* Work request *
Lines that contain the string "position" are the ones to list; copy all of them from the records.

* Dataset entries *
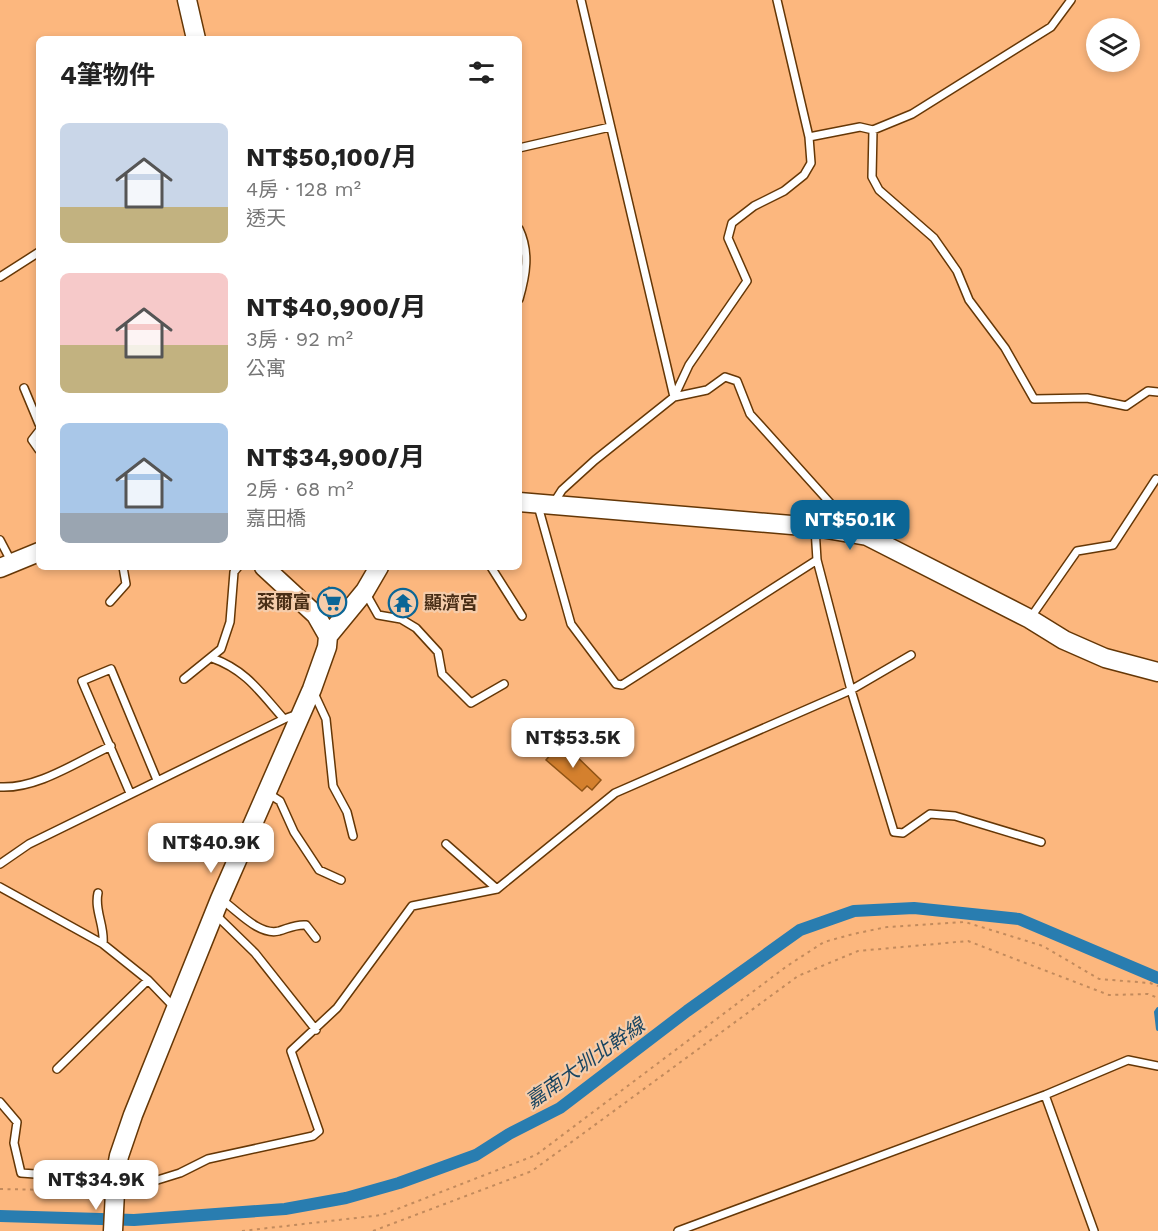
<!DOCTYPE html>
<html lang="zh-TW">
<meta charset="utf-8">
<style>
body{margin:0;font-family:"Work Sans","Noto Sans TC",sans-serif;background:#f2f2f2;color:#222;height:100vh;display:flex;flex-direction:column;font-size:22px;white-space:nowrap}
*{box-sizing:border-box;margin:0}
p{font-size:20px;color:#767676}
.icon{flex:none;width:33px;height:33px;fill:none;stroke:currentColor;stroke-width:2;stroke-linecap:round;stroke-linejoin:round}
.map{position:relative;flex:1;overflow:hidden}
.sheet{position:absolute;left:36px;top:36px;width:486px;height:534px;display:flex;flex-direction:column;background:#fff;border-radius:9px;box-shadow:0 3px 9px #0003}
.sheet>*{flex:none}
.tools{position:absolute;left:1086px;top:18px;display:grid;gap:12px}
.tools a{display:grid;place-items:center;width:54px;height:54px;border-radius:50%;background:#fff;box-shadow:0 3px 9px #0003;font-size:30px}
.price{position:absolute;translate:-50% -51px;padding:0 14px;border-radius:12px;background:#fff;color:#222;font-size:20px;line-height:39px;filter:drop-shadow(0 2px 3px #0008)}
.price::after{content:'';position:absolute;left:50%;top:36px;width:18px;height:14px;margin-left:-9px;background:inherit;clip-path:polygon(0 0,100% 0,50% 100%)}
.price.current{background:#0b6696;color:#fff}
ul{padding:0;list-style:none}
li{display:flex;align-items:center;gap:18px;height:150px;padding:0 24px}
li span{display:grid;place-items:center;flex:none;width:168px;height:120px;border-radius:9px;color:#555}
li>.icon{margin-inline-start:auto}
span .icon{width:72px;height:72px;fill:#fffc;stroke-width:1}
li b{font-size:26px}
h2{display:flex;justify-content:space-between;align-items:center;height:72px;padding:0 24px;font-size:26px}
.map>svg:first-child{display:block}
</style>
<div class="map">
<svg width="1158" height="1231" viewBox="0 0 1158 1231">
<rect width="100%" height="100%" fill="#fcb77e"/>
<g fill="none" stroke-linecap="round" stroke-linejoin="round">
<path stroke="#297db0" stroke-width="4" d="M 1158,1009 L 1156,1012 L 1158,1029"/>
<path stroke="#297db0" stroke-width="12" d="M 0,1216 L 134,1220 L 285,1209 L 346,1198 L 399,1183 L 476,1155 L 509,1134 L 560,1108 L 687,1011 L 800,930 L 854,911 L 914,908 L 1019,919 L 1158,978"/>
</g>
<path fill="#d4802e" stroke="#8f5315" stroke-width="1.5" d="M 329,587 L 347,601 L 335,617 L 317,602 Z
M 558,746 L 570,757 L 573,753 L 601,780 L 592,790 L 587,786 L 582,791 L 546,760 Z"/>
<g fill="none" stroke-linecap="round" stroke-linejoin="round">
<g stroke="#653706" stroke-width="10">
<path id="lane" d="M 581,0 L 674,397 L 707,390 L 725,377 L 737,381 L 750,414 L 831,504 L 861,530
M 873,130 L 872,177 L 879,190 L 934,238 L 957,271 L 969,300 L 1005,348 L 1034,399 L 1087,398 L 1126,406 L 1148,391 L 1158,392
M 809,137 L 860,127 L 873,130 L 912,114 L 1051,27 L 1071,0
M 519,148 L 610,127
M 519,229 C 530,252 526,275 519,299
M 0,277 L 39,252
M 24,388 L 39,424
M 39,431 L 32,440 L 39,450
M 553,504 L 562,490 L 595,460 L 674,397 L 689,365 L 747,281 L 728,238 L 732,223 L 754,206 L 784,191 L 804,175 L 811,163 L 809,137 L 777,0
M 538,506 L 571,624 L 616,684 L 622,685 L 817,560
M 815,528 L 817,560 L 851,690 L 894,832 L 903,833 L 930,814 L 955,816 L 1041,842
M 0,540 L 11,561
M 491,567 L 522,616
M 365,592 L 378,615 L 401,619 L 416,628 L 438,652 L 442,674 L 471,703 L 504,684
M 110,602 L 126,584 L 123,567
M 1031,617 L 1077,551 L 1113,545 L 1156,479
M 212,658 C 246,670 260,692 284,719
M 184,679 L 221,649 L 230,622 L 234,572 L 238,567
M 313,691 L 326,719 L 333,786 L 347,812 L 353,836
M 0,787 C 38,789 78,761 111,746
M 130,793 L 82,681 L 111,669 L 157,780
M 269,794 L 280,801 L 294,832 L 319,870 L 341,880
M 446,844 L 497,889
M 0,864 L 29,844 L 284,719 L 298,714
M 0,887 L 103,944 L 148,980 L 174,1007
M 98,893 C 94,910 105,926 103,944
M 222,900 C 238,911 259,936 279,931 C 289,928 296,924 306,925 L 316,938
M 215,914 L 255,953 L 316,1030
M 57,1069 L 148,980
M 1045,1095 L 1094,1231
M 0,1102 L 17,1122 L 14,1143 L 21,1173 L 77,1177 L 116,1172
M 117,1184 L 151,1182 L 180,1173 L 208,1159 L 313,1136 L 319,1131 L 291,1051 L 337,1008 L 412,906 L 497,889 L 615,793 L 851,690 L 911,655
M 678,1231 L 1045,1095 L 1128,1060 L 1158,1066"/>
</g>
<g stroke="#653706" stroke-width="21">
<path id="secondary" d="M 187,0 L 196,39
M 519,502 L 815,527 L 867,536 L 1030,619 L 1064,640 L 1105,658 L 1158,672
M 0,568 L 39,552
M 328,636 L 365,591 L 379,567
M 113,1231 L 116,1172 L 119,1156 L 133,1115 L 220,899 L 312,689 L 327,647 L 328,636 L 316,615 L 264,567"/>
</g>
<path stroke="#c28a5c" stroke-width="2" stroke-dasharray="3 4.5" stroke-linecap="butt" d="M 0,1189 L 52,1190 L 102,1185
M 242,1231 L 382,1215 L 536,1155 L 787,966 L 824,942 L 853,934 L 887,927 L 965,922 L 1043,946 L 1099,979 L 1150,983 L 1158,986
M 373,1231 L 532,1171 L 798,976 L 858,951 L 968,941 L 1109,995 L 1148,994 L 1158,998"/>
<use href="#lane" stroke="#fff" stroke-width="7"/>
<use href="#secondary" stroke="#fff" stroke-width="18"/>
</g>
<defs>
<g id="supermarket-ring" transform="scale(1.5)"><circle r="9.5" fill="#f5ccaa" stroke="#0b6696" stroke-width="1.5"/><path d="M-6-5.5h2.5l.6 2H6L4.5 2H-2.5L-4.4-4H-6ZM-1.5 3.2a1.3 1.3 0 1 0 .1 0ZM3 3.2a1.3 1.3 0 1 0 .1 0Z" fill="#0b6696"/></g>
<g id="temple-ring" transform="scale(1.5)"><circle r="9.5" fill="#f5ccaa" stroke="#0b6696" stroke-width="1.5"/><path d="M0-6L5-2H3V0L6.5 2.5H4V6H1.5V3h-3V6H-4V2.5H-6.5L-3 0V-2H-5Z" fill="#0b6696"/></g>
</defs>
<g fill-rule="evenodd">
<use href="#supermarket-ring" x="332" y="602"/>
<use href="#temple-ring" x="403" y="603"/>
</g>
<g text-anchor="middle" stroke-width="4.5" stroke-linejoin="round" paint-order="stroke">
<g font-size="18" font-weight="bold" fill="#492e16" stroke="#f5ccaa" text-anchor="end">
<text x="311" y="608">萊爾富</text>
<text x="424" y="609" text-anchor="start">顯濟宮</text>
</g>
<g font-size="20" font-style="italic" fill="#194561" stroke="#f5ccaa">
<text transform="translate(585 1063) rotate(-35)" y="7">嘉南大圳北幹線</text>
</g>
</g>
</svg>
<div class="tools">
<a><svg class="icon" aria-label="layers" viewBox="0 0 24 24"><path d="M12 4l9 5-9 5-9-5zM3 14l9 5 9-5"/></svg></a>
</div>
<b class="price current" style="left:850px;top:551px">NT$50.1K</b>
<b class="price" style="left:573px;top:769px">NT$53.5K</b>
<b class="price" style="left:211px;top:874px">NT$40.9K</b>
<b class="price" style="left:96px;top:1211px">NT$34.9K</b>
<section class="sheet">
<h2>4筆物件<svg class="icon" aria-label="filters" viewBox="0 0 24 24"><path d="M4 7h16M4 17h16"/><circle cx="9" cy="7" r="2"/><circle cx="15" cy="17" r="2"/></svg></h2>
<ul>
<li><span style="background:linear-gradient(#c9d6e8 70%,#c2b280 0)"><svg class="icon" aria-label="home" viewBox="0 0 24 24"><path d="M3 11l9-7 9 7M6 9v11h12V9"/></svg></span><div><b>NT$50,100/月</b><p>4房 · 128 m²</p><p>透天</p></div></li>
<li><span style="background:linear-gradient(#f6c9c9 60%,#c2b280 0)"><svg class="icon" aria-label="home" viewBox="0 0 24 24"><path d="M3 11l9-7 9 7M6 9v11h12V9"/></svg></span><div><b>NT$40,900/月</b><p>3房 · 92 m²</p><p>公寓</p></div></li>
<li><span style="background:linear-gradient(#a9c7e8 75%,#9aa5b1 0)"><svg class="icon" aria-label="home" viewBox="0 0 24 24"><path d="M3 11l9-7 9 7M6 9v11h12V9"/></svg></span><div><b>NT$34,900/月</b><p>2房 · 68 m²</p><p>嘉田橋</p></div></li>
</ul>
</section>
</div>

* Exercise result *
.map{position:relative;flex:1;overflow:hidden}
.sheet{position:absolute;left:36px;top:36px;width:486px;height:534px;display:flex;flex-direction:column;background:#fff;border-radius:9px;box-shadow:0 3px 9px #0003}
.tools{position:absolute;left:1086px;top:18px;display:grid;gap:12px}
.price{position:absolute;translate:-50% -51px;padding:0 14px;border-radius:12px;background:#fff;color:#222;font-size:20px;line-height:39px;filter:drop-shadow(0 2px 3px #0008)}
.price::after{content:'';position:absolute;left:50%;top:36px;width:18px;height:14px;margin-left:-9px;background:inherit;clip-path:polygon(0 0,100% 0,50% 100%)}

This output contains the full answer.